Published January 31, 2013
Hit by a $3 billion pension charge, economic bellwether UPS (UPS) said Thursday it swung to a fourth-quarter loss of $1.75 billion and the shipping giant’s adjusted profit and 2013 outlook trailed Wall Street’s expectations.
Shares of UPS dropped nearly 2% in premarket trading, though the losses were likely offset by the company raising its guidance for 2013 share buybacks.
The world’s largest shipping company logged a net loss of $1.75 billion, or $1.83 a share, last quarter, compared with a profit of $725 million, or 74 cents a share, a year earlier.

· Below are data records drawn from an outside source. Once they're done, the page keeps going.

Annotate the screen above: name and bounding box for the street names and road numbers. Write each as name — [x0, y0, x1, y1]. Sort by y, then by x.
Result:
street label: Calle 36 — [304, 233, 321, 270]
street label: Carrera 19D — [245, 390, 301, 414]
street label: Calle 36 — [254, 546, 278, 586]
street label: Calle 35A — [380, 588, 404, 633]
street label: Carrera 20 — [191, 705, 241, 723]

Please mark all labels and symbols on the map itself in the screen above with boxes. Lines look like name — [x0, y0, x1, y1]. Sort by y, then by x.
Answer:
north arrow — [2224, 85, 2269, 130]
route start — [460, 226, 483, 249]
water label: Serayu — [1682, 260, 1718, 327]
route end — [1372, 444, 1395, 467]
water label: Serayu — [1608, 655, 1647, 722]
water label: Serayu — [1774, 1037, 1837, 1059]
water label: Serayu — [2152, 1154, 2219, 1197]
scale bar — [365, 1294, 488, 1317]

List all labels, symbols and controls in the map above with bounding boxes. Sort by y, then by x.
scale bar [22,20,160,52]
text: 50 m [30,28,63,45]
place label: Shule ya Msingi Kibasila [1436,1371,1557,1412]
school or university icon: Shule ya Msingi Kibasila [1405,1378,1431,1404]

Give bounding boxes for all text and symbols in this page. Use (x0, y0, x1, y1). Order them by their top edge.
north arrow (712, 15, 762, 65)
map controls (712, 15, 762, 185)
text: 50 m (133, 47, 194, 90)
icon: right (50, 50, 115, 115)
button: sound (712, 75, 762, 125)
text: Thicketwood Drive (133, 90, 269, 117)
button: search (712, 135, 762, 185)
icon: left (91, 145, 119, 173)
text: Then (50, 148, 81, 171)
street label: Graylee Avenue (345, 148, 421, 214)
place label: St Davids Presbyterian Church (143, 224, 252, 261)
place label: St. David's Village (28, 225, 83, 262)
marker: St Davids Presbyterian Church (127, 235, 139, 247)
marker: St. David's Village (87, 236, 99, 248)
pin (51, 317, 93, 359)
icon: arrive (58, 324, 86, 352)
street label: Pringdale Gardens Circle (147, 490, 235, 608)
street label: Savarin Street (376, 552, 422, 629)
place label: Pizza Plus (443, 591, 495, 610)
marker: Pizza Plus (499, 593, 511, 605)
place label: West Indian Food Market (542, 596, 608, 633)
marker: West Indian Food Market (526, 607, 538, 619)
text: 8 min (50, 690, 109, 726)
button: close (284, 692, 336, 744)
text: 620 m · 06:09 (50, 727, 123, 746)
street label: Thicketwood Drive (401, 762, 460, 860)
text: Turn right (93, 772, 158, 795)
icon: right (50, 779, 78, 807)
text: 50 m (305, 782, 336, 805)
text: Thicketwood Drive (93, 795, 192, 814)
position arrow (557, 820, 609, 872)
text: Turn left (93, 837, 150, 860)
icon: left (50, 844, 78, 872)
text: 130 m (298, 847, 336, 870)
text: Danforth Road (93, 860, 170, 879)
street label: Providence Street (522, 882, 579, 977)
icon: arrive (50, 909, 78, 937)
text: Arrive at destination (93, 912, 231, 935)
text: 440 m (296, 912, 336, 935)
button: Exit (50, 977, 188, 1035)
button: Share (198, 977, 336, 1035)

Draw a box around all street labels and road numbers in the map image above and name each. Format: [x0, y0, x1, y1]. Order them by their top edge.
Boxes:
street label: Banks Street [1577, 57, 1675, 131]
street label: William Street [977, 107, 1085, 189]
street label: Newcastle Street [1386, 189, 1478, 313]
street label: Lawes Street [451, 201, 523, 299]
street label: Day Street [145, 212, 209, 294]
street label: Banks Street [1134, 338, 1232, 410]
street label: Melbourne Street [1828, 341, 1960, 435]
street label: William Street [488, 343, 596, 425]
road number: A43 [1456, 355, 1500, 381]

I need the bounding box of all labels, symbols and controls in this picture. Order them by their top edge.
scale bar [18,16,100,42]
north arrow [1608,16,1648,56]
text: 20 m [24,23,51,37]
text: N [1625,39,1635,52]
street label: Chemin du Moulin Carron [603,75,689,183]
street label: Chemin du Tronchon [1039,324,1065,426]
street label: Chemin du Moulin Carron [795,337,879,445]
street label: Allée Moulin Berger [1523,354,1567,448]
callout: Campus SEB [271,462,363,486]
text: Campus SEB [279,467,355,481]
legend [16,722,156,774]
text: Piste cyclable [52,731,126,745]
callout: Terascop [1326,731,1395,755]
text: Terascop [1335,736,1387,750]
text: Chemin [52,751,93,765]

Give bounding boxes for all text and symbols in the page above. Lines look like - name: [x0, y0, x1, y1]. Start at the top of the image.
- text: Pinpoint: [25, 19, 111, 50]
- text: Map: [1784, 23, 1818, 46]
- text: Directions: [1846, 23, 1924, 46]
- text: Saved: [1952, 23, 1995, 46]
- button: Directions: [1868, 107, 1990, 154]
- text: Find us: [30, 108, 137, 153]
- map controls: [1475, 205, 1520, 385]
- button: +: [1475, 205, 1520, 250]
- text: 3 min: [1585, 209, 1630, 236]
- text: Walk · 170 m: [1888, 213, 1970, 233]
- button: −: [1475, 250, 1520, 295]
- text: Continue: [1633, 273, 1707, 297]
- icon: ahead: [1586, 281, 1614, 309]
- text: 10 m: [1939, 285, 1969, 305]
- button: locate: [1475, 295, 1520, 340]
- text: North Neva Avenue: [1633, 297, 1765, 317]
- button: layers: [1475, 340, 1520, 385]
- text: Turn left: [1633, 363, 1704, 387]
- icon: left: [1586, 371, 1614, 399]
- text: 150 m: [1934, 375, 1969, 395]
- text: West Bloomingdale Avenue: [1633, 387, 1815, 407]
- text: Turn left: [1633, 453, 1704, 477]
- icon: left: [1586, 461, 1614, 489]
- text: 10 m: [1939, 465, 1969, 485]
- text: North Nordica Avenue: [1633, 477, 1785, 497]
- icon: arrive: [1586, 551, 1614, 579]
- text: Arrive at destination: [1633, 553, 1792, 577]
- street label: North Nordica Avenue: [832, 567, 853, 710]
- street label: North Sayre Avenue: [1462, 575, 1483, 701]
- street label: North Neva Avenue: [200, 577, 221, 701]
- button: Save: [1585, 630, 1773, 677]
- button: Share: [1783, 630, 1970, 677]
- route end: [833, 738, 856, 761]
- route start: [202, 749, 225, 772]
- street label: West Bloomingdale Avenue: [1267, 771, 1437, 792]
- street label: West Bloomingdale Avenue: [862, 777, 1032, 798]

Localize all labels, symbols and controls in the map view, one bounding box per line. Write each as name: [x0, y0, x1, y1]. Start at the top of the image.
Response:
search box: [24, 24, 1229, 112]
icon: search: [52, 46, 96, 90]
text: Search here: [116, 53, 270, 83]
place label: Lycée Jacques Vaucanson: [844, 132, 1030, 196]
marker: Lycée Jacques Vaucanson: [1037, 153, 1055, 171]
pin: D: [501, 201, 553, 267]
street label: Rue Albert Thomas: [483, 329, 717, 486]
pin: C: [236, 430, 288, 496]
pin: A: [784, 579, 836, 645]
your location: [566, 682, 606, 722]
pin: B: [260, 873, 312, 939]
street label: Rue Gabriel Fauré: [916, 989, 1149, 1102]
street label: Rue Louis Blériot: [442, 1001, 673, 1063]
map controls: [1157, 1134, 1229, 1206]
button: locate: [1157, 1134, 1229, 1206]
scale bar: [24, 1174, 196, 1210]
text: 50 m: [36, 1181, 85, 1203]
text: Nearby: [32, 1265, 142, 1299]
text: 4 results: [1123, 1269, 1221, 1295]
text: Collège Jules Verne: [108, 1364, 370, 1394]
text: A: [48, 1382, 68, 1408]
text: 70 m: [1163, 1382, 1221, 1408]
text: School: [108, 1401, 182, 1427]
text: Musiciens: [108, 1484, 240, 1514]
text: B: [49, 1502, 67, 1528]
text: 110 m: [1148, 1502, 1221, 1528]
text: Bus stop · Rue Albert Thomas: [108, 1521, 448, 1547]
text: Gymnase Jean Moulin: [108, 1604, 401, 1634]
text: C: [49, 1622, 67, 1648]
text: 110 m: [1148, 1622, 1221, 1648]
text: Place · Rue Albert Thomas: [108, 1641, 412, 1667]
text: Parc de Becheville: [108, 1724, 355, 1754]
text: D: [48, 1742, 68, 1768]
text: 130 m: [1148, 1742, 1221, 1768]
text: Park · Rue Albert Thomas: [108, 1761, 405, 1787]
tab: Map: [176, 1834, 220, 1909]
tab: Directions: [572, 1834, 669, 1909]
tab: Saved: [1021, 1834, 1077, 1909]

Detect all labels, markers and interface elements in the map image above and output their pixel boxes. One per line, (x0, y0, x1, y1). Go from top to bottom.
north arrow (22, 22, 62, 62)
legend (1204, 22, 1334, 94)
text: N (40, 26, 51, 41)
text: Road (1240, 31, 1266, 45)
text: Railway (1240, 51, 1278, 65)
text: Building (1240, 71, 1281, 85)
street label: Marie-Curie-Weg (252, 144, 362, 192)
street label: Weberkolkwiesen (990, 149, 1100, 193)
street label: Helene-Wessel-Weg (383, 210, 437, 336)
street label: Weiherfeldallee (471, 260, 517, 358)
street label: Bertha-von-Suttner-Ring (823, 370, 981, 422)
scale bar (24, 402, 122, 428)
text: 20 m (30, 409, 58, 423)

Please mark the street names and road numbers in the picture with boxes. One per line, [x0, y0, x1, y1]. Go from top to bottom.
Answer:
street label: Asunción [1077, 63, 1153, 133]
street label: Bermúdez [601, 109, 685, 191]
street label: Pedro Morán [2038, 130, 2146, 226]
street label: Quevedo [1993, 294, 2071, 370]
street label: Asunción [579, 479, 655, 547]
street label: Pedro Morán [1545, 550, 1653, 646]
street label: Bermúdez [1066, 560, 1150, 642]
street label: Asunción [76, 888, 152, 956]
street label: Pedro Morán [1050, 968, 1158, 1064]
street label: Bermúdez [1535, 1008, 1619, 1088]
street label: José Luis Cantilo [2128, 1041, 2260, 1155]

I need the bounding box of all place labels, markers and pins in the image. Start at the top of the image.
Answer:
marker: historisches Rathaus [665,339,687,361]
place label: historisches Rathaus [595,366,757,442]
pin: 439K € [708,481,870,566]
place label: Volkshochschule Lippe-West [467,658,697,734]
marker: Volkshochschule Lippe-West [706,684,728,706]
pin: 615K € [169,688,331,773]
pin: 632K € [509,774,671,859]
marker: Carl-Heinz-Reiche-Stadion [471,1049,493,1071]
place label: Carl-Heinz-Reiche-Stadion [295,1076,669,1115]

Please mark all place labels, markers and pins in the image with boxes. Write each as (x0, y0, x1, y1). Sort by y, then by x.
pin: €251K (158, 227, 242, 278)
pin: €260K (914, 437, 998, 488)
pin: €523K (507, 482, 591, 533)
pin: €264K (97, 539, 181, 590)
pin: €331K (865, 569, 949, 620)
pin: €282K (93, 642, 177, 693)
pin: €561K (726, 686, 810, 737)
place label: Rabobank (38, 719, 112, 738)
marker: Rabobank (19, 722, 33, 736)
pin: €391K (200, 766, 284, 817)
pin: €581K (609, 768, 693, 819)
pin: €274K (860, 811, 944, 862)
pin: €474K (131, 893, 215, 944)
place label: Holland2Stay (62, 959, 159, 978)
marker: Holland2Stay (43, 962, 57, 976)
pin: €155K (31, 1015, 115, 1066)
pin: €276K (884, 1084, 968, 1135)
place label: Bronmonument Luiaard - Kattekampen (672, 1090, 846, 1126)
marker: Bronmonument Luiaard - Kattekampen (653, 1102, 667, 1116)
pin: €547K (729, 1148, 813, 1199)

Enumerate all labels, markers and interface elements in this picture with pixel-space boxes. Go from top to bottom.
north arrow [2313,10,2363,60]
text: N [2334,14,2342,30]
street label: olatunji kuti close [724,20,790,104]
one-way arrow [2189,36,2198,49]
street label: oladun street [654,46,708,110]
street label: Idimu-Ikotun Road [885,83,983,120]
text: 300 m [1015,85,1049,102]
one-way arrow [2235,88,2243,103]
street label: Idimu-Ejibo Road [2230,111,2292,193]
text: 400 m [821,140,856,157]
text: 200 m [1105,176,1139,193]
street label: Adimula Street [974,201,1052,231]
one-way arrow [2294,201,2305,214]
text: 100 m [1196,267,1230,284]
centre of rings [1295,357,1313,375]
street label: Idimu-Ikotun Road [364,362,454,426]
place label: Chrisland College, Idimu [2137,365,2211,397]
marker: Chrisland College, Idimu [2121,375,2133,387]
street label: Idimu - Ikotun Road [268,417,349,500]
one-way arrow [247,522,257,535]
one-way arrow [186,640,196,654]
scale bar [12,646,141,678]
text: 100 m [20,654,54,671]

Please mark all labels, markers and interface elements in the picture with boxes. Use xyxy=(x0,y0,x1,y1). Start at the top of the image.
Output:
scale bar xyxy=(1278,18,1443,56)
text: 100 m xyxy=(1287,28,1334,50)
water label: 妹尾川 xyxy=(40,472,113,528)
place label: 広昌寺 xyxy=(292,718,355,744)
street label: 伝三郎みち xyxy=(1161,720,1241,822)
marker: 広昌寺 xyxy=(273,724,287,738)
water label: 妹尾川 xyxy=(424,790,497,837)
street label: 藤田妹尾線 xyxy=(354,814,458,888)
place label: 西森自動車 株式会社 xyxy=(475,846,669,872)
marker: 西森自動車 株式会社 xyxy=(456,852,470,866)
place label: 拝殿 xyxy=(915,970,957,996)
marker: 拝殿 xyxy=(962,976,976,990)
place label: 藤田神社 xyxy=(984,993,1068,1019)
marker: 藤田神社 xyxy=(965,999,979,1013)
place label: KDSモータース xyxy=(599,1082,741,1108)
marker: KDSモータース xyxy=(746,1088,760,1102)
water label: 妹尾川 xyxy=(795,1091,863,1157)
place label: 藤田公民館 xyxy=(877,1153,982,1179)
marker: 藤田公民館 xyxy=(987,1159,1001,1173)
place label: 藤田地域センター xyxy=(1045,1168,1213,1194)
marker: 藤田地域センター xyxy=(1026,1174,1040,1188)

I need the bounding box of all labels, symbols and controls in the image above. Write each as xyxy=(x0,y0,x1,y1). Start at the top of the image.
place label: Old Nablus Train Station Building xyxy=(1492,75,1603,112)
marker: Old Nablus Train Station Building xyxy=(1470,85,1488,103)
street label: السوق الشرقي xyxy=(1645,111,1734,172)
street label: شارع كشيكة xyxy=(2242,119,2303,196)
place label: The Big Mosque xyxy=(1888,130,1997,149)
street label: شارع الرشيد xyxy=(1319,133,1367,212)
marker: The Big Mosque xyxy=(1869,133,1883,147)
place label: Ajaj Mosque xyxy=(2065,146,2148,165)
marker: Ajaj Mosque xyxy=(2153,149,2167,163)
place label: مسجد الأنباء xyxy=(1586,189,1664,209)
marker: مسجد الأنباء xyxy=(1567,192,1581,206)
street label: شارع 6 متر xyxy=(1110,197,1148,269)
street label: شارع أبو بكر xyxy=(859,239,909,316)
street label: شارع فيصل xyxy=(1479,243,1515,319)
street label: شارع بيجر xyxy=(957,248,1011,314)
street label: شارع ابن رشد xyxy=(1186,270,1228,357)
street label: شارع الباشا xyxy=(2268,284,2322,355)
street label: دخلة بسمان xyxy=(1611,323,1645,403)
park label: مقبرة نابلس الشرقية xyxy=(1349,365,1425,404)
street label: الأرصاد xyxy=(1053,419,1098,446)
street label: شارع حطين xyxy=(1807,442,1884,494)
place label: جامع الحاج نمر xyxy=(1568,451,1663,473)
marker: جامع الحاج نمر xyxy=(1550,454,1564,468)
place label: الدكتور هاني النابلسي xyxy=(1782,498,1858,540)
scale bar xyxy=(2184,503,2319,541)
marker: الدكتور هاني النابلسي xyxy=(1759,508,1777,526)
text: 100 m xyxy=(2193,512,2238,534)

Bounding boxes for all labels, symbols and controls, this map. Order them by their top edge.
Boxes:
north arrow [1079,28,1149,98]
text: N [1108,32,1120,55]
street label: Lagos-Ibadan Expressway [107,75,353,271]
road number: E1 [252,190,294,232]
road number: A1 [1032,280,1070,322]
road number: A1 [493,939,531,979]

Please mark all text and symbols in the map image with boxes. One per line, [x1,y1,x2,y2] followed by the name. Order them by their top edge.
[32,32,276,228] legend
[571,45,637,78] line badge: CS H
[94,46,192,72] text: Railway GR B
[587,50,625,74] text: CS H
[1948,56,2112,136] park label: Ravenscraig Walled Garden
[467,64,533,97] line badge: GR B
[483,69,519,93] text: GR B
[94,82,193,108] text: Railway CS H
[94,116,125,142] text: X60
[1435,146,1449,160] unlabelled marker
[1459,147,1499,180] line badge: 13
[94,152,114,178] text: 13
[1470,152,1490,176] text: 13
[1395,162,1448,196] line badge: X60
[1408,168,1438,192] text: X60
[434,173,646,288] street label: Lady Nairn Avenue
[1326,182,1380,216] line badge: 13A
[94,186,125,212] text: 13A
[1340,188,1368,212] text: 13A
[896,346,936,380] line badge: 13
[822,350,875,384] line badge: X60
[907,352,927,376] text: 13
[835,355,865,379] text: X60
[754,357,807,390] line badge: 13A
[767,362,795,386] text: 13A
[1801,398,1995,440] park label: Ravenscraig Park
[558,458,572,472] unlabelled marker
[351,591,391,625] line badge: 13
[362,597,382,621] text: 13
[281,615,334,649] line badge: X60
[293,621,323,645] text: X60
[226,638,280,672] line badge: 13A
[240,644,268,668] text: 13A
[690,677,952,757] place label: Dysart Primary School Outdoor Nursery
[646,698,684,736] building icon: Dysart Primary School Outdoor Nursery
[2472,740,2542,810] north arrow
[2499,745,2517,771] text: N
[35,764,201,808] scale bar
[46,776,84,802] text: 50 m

UPS’s net results were hurt by mark-to-market pension charges of about $3 billion and by Hurricane Sandy expenses. Excluding one-time items, the company earned $1.32 a share, trailing the Street’s view of $1.38.
On the other hand, revenue rose 2.9% to $14.57 billion, surpassing consensus calls from analysts for $14.43 billion.
“2012 presented its challenges, most notably weak global trade. Nonetheless, UPS executed well, delivering superior service to customers,” UPS CEO Scott Davis said in a statement.
Looking ahead, UPS projected 2013 EPS growth of 6% to 12%, translating to EPS of $4.80 to $5.06. The midpoint of that new range, $4.93, would widely miss estimates from analysts for $5.11.
“Despite modest macro growth expectations for 2013 and uncertainty in the U.S. caused by the lack of progress in Washington, the UPS business model will deliver consistent results, with operating profit growth in all segments,” Davis said.
However, UPS did increase its outlook for 2013 share repurchases, projecting $4 billion worth of buybacks, compared with just $1.5 billion previously.
Atlanta-based UPS saw its shares fall 1.82% to $79.75 ahead of Thursday’s opening bell, putting them on track to trim their 2013 rally of 10%.